Operating System - OpenVMS
cancel
Showing results for 
Search instead for 
Did you mean: 

SHOW PROCESS/CONT shows PC=2BAD2BAD.CODE2BAD?

SOLVED
Go to solution
Michael Moroney
Frequent Advisor

SHOW PROCESS/CONT shows PC=2BAD2BAD.CODE2BAD?

I did a SHOW PROCESS/CONTINUOUS of a wayward process and often it is shown as being in CUR mode, but with a PC = 2BAD2BAD.CODE2BAD and a PSL = CODE2BAD, obviously bogus values. Other tools show that it is spending excessive time in kernel mode. Am I correct in assuming that SHOW PROCESS/CONTINUOUS displays those values when the process is at high IPL and not interruptable? (yes I know the concept of a "current" process is ambiguous above sched IPl)

This is OpenVMS V8.3 on an Integrity rx3600.
28 REPLIES
John Gillings
Honored Contributor

Re: SHOW PROCESS/CONT shows PC=2BAD2BAD.CODE2BAD?

Michael,

This is unlikely to be documented except in the source code. Addresses like 2BAD2BAD (and a few others, like DEADBEEF are scattered in the source code as flags).

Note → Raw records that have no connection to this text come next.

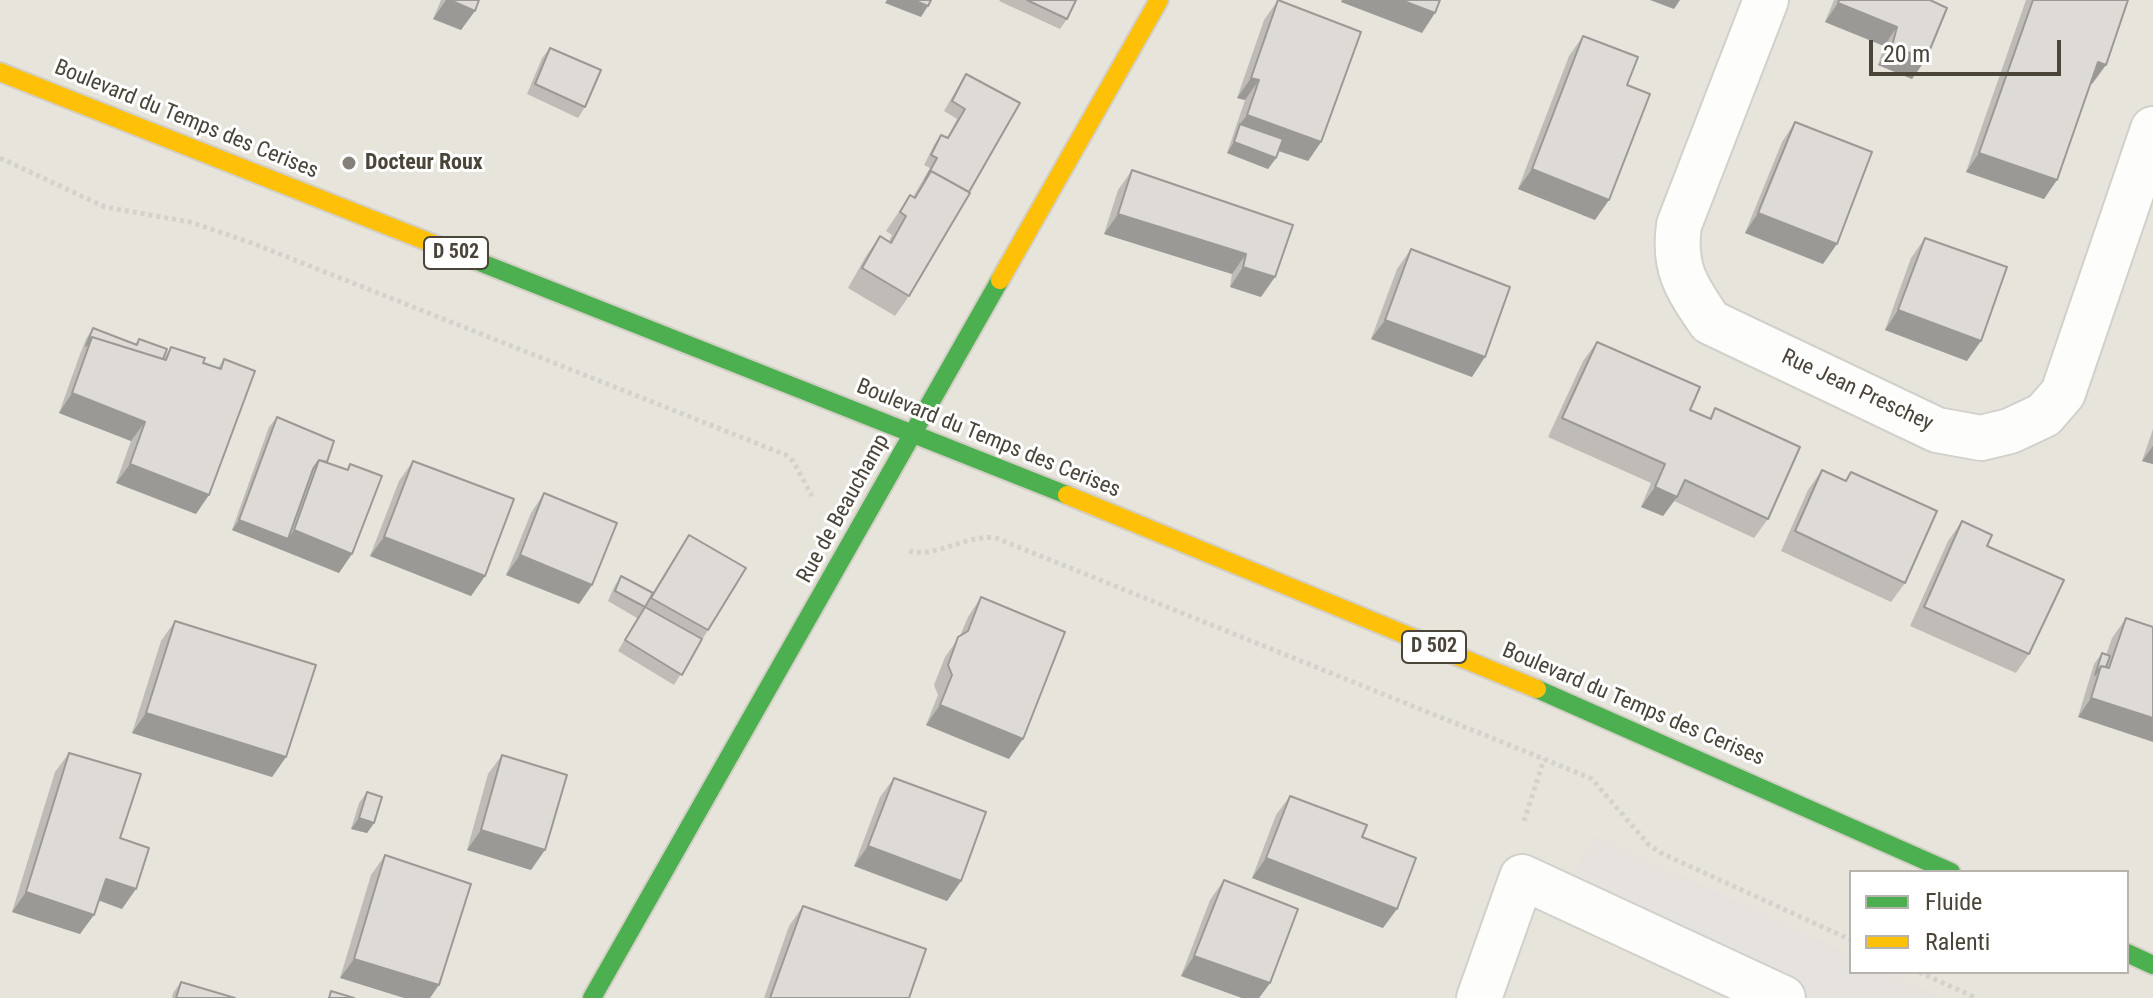 <!DOCTYPE html>
<style>
body{margin:0}
#map{position:relative;width:2153px;height:998px;overflow:hidden;background:#f4f2ee;font-family:"Roboto Condensed",sans-serif}
canvas{display:block}
.legend{position:absolute;left:1849px;top:870px;width:280px;height:104px;box-sizing:border-box;background:#fff;border:2px solid #b7b4b0;margin:0;padding:10px 14px;list-style:none;font-size:24px;color:#4b4439}
.legend li{display:flex;align-items:center;gap:16px;height:40px}
.legend b{width:40px;border:2px solid #b7b4b0}
.scale{position:absolute;left:1869px;top:40px;width:192px;height:36px;box-sizing:border-box;border:4px solid #4b4439;border-top:0;padding-left:10px;font-size:24px;line-height:28px;white-space:nowrap;color:#4b4439;-webkit-text-stroke:6px #fff;paint-order:stroke}
</style>
<div id="map">
<canvas width="2153" height="998"></canvas>
<ul class="legend">
<li><b style="height:10px;background:#4caf50"></b>Fluide</li>
<li><b style="height:10px;background:#ffc107"></b>Ralenti</li>
</ul>
<div class="scale">20 m</div>
</div>
<script>
const c = document.querySelector('canvas').getContext('2d');
c.lineJoin = 'round';
function fill(path, color) { c.fillStyle = color; c.fill(path, 'evenodd'); }
function trace(path, color, width, dash) { c.strokeStyle = color; c.lineWidth = width; c.lineCap = dash ? 'butt' : 'round'; c.setLineDash(dash || []); c.stroke(path); }
function drawText(font, color, halo, rows, align = 'center') {
  c.font = font + ' "Roboto Condensed",sans-serif'; c.lineWidth = 6; c.setLineDash([]); c.textBaseline = 'middle'; c.strokeStyle = halo; c.fillStyle = color; for (const [text, x, y, turn = 0] of rows) {
    c.save(); c.translate(x, y); c.rotate((+turn || 0) * Math.PI / 180); c.textAlign = isNaN(turn) ? turn : align; if (halo) c.strokeText(text, 0, 0); c.fillText(text, 0, 0); c.restore();
  }
}
const residential = new Path2D(`
 M0,0H2153V998H0ZM1851,872H2127V972H1851Z`);
const parking = new Path2D(`
 M1596,835L1851,955V972H1888L1943,998H1781L1560,894Z`);
const path = new Path2D(`
 M0,158L105,207L190,222L252,243L786,455L793,461L812,496
 M909,551C938,558 966,534 996,538L1544,759L1592,779L1649,845L1661,853L1851,940
 M1524,821L1544,759
 M1919,972L1976,998`);
const street = new Path2D(`
 M1766,0L1679,225C1673,268 1686,287 1710,322L1937,430L1981,438L2010,431L2044,415L2063,393L2153,129
 M1479,998L1522,877L1783,998`);
const fast = new Path2D(`
 M449,250L1067,495
 M1537,689L1951,872
 M2127,953L2153,965
 M592,998L1000,280`);
const slow = new Path2D(`
 M0,72L449,250
 M1000,280L1159,0
 M1067,495L1537,689`);
const wall = new Path2D(`
 M441,0H479L461,30L433,19Z
 M1000,0H1076L1067,19L1060,29L999,1Z
 M1278,0L1321,142L1308,161L1278,151L1276,158L1268,169L1227,153L1245,100L1237,98L1264,20Z
 M1834,0H1930L1926,59L1912,79L1878,65L1884,46L1825,22Z
 M2026,0H2128L2092,84H2090L2044,199L1966,172Z
 M1583,36L1627,85L1595,220L1518,189L1569,56Z
 M550,48L585,107L578,118L527,94L542,58Z
 M966,74L1020,103L909,296L895,316L848,288L866,256L880,236L889,241L892,235L886,231L910,195L913,197L930,168L924,165L934,145L941,135L947,138L957,119L944,111L959,85Z
 M1795,122L1823,264L1745,233L1782,142Z
 M1132,170L1293,225L1261,297L1230,287L1232,274L1104,234L1118,190Z
 M1925,238L1967,361L1885,330L1911,258Z
 M1411,249L1472,377L1371,339L1397,269Z
 M93,328L135,344L139,339L165,356L171,347L218,368L224,359L196,514L116,483L131,441L59,413L79,357L86,339Z
 M1597,342L1690,410L1709,418L1715,408L1768,519L1754,538L1674,501L1663,516L1641,507L1651,483L1548,437L1583,361Z
 M277,417L327,462L346,470L350,464L339,573L232,530L269,427Z
 M2153,429V464L2142,461Z
 M413,461L485,576L471,596L370,556L399,481Z
 M1822,470L1845,481L1851,472L1905,583L1891,602L1781,551L1808,490Z
 M544,493L592,585L579,604L506,575L531,513Z
 M1962,521L1987,546L2029,654L2016,673L1910,626L1948,541Z
 M689,535L708,630L674,685L618,651L637,618L608,601L614,587L621,576L653,592L676,555Z
 M981,597L1009,759L926,725L938,695L934,685L945,657L960,636L968,617Z
 M2126,618L2153,627L2078,717L2094,664L2102,653L2106,655L2112,638Z
 M175,621L286,757L272,777L132,733L161,641Z
 M69,753L120,838L122,909L99,900L80,934L12,912L55,772Z
 M502,755L531,870L467,850L488,774Z
 M894,778L961,881L947,901L854,866L880,797Z
 M367,792L374,823L367,833L351,829L359,803Z
 M1290,796L1362,837L1383,928L1252,878L1276,815Z
 M385,855L471,884L340,978L371,875Z
 M1224,880L1270,983L1259,998H1242L1181,976L1210,900Z
 M803,906L909,998H764L789,926Z
 M181,982L235,998H172L173,993Z`);
const shadedWall = new Path2D(`
 M446,0H450L475,11L461,30L433,19Z
 M887,0H913L928,6L921,17L885,3Z
 M1342,0H1401L1435,13L1422,33L1341,2Z
 M1650,0H1680L1674,9Z
 M1838,3L1897,27L1884,46L1825,22Z
 M1892,46L1926,59L1912,79L1878,65Z
 M2098,62L2106,65L2092,84L2084,82Z
 M1251,78L1259,80L1245,100L1237,98Z
 M1247,115L1321,142L1308,161L1236,136L1240,124Z
 M1234,142L1276,158L1268,169L1227,153Z
 M1979,153L2057,180L2044,199L1966,172Z
 M1532,169L1609,200L1595,220L1518,189Z
 M1758,213L1837,244L1823,264L1745,233Z
 M1118,214L1246,254L1232,274L1104,234Z
 M1243,267L1275,277L1261,297L1230,287Z
 M1898,310L1981,341L1967,361L1885,330Z
 M1385,320L1485,357L1472,377L1371,339Z
 M72,393L145,422L131,441L59,413Z
 M2153,446V464L2142,461Z
 M130,464L209,495L196,514L116,483Z
 M1655,487L1677,497L1663,516L1641,507Z
 M239,520L288,539L294,530L352,554L339,573L232,530Z
 M384,537L485,576L471,596L370,556Z
 M520,555L592,585L579,604L506,575Z
 M2091,698L2153,718V742L2078,717Z
 M940,705L1023,739L1009,759L926,725Z
 M146,713L286,757L272,777L132,733Z
 M359,818L374,823L367,833L351,829Z
 M481,830L545,850L531,870L467,850Z
 M868,846L961,881L947,901L854,866Z
 M1266,858L1397,909L1383,928L1252,878Z
 M106,879L136,889L122,909L92,898Z
 M26,892L94,915L80,934L12,912Z
 M1194,956L1270,983L1259,998H1242L1181,976Z
 M354,959L439,985L430,998H404L340,978Z`);
const building = new Path2D(`
 M450,0H479L475,11Z
 M913,0H931L928,6Z
 M1027,0H1076L1067,19Z
 M1278,0L1361,32L1321,142L1247,115L1259,80L1251,78Z
 M1401,0H1440L1435,13Z
 M1839,0H1930L1947,8L1926,59L1892,46L1897,27L1838,3Z
 M2033,0H2128L2106,65L2098,62L2057,180L1979,153Z
 M1583,36L1638,57L1627,85L1650,94L1609,200L1532,169Z
 M550,48L601,70L585,107L535,84Z
 M966,74L1020,103L969,192L931,171L925,180L937,158L931,155L941,135L948,138L965,109L952,101Z
 M1795,122L1872,152L1837,244L1758,213Z
 M1240,124L1283,139L1276,158L1234,142Z
 M1132,170L1293,225L1275,277L1243,267L1246,254L1118,214Z
 M931,171L970,193L909,296L862,268L880,236L891,243L906,216L900,212L910,195L915,198Z
 M1925,238L2007,267L1981,341L1898,310Z
 M1411,249L1510,287L1485,357L1385,320Z
 M93,328L137,345L139,339L167,349L163,359L92,337L86,346Z
 M92,337L166,360L171,347L205,358L203,363L221,369L224,359L255,371L209,495L130,464L145,422L72,393Z
 M1597,342L1700,387L1690,410L1711,419L1715,408L1800,447L1768,519L1685,480L1677,497L1655,487L1665,464L1562,418Z
 M277,417L334,441L327,462L319,460L313,469L288,539L239,520Z
 M319,460L348,470L350,464L382,476L352,554L294,530Z
 M413,461L514,499L485,576L384,537Z
 M1822,470L1846,481L1851,472L1937,511L1905,583L1795,531Z
 M544,493L617,523L592,585L520,555Z
 M1962,521L1992,535L1987,546L2064,580L2029,654L1924,607Z
 M689,535L746,568L708,630L651,598Z
 M621,576L653,593L645,607L615,591Z
 M981,597L1065,632L1023,739L940,705L952,675L948,665L958,637L968,631Z
 M645,607L702,639L682,675L625,640Z
 M2126,618L2153,627V718L2091,698L2101,666L2109,668Z
 M175,621L316,665L286,757L146,713Z
 M2102,653L2110,656L2106,667L2101,666L2095,675Z
 M69,753L141,774L120,838L149,848L136,889L106,879L94,915L26,892Z
 M502,755L567,775L545,850L481,830Z
 M894,778L986,812L961,881L868,846Z
 M367,792L382,797L374,823L359,818Z
 M1290,796L1367,825L1362,837L1416,858L1397,909L1266,858Z
 M385,855L471,884L439,985L354,959Z
 M1224,880L1298,909L1270,983L1194,956Z
 M803,906L926,949L909,998H770Z
 M181,982L235,998H176Z
 M331,991L354,998H329Z`);
const markers = [
 [349,163,8,"#868178"]
];
const shields = [
 [456,253,64],
 [1434,647,64]
];
const shieldNames = [
 ["D 502",456,253],
 ["D 502",1434,647]
];
const streetNames = [
 ["Boulevard du Temps des Cerises",186,120,22],
 ["Rue Jean Preschey",1857,391,25],
 ["Boulevard du Temps des Cerises",988,439,22],
 ["Rue de Beauchamp",844,509,-61],
 ["Boulevard du Temps des Cerises",1633,705,23]
];
const poiNames = [
 ["Docteur Roux",365,163]
];
fill(residential, '#e7e4dc');
fill(parking, '#e6e3df');
trace(street, '#d2d0cb', 48);
trace(fast, '#d3cfc5', 22);
trace(slow, '#d3cfc5', 22);
trace(path, '#d3d2cc', 5, [4, 4]);
trace(street, '#fdfdfc', 44);
trace(fast, '#4caf50', 18);
trace(slow, '#ffc107', 18);
fill(wall, '#bfbcb8');
fill(shadedWall, '#9b9996');
fill(building, '#dedbd6');
trace(building, '#9b9996', 2);
for (const [x, y, r, color] of markers) { const dot = new Path2D(); dot.arc(x, y, r, 0, 2 * Math.PI); c.fillStyle = color; c.fill(dot); trace(dot, '#fff', 3); }
for (const [x, y, w] of shields) { const box = new Path2D(); box.roundRect(x - w / 2, y - 16, w, 32, 6); c.fillStyle = '#fff'; c.fill(box); trace(box, '#4b4439', 2); }
drawText('bold 20px', '#4b4439', null, shieldNames);
drawText('22px', '#4b4439', '#fff', streetNames);
drawText('bold 22px', '#4b4439', '#fff', poiNames, 'left');
</script>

This *may* be something in SHOW.EXE, but it's also possible it's in the scheduler or $GETJPI. FWIW, I can't see any instances of the string "2BAD" in SHOW.EXE.

Having worked on a derivative of SHOW PROCESS/CONTINUOUS back in VAX days, at that time it got most of its information from globally visible (though privileged) data structures, and the rest from $GETJPI, so chances are SHOW is just displaying what it found. Something else is planting the data. It must have changed fairly radically since then as a lot of the VAX code wasn't portable to Alpha, let alone Integrity.

As they say "Use the Source (Luke)".
A crucible of informative mistakes
Michael Moroney
Frequent Advisor

Re: SHOW PROCESS/CONT shows PC=2BAD2BAD.CODE2BAD?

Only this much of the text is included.